Barring a successful appeal, New Jersey will be forced by the courts to make its full pension contribution this year, which will total $1.6 billion.
But that payment hasn’t been budgeted for – and since Gov. Chris Christie has vowed not to raise taxes, the bulk of the money must come from spending cuts.
But budget and treasury officials testified on Tuesday that it might be “fiscally and physically” impossible for the state to come up with the money required to make the full payment.
David Rosen, legislative budget and finance officer for the nonpartisan Office of Legislative Services, told the Senate Budget and Appropriations Committee it would be nearly impossible for the state to scrape together $1.57 billion before the end of the fiscal year in June if that’s what the Supreme Court rules in a heated legal battle over pension funding.

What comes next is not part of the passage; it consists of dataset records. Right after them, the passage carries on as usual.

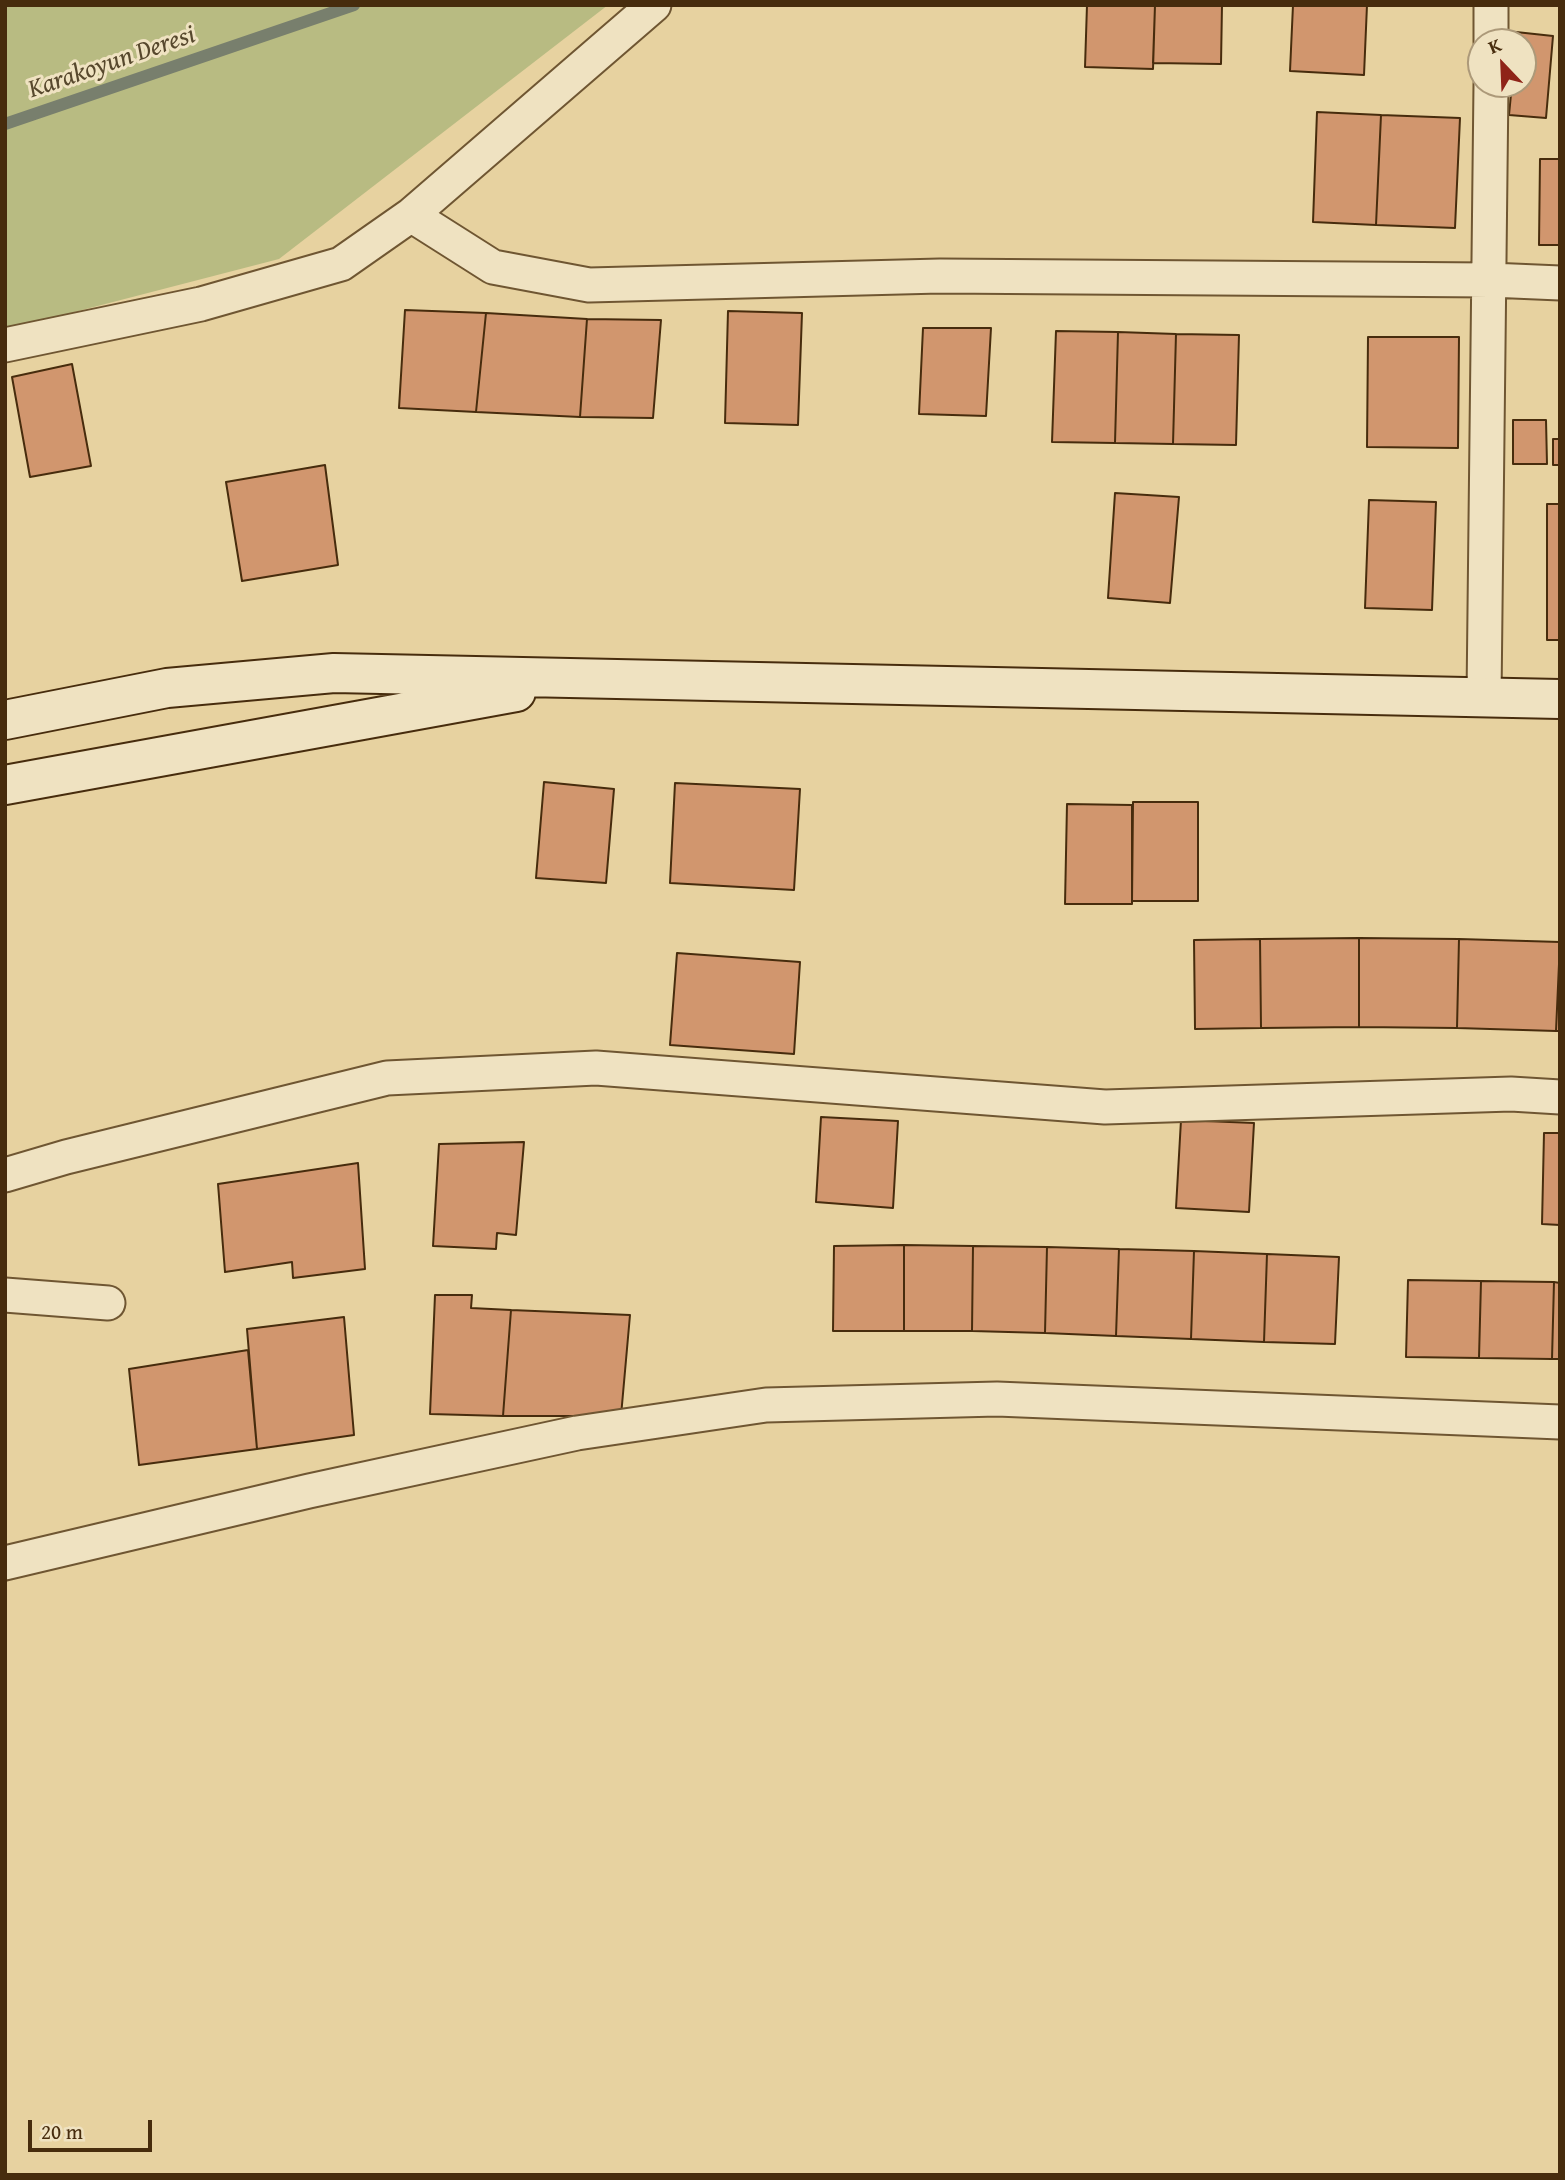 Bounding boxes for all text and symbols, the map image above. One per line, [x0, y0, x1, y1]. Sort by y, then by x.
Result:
water label: Karakoyun Deresi [24, 20, 200, 106]
north arrow [1467, 28, 1537, 98]
text: K [1484, 30, 1506, 61]
scale bar [32, 2106, 156, 2150]
text: 20 m [41, 2116, 83, 2147]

“If the Supreme Court were to direct the state to make the additional payment before June 30, I’m not sure that that’s fiscally or physically possible in terms of the amount of money that is still left to be expended and the constraints that we have on how we could come up with that money,” Rosen said.
Rosen told the key Senate committee that with just six weeks left in the fiscal year, little money remains in state coffers.

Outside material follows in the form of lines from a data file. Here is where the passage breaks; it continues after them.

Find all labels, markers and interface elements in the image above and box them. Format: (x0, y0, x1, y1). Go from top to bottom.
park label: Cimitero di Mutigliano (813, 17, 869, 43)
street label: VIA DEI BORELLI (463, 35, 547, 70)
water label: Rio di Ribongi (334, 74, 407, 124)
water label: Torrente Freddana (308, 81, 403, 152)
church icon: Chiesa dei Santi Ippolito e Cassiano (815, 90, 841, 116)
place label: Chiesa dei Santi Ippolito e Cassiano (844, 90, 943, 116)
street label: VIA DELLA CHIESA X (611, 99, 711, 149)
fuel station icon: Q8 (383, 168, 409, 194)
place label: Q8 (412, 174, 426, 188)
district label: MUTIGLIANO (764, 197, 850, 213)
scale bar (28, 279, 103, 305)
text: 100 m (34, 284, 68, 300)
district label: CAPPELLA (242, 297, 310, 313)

State Treasurer Andrew Sidamon-Eristoff reinforced Rosen’s remarks later Tuesday, when he said told the lawmakers that if the high court orders the full pension payment, “frankly, that ship has sailed.”
The administration could not pool the modest, unspent balances to amass nearly $1.6 billion without “visiting just havoc” on programs and services, he said.
On the bright side: the state said tax revenues exceeded projections by $200 million recently, and all that money will be going to pensions. Of course, that constitutes just 12 percent of the payment New Jersey needs to make.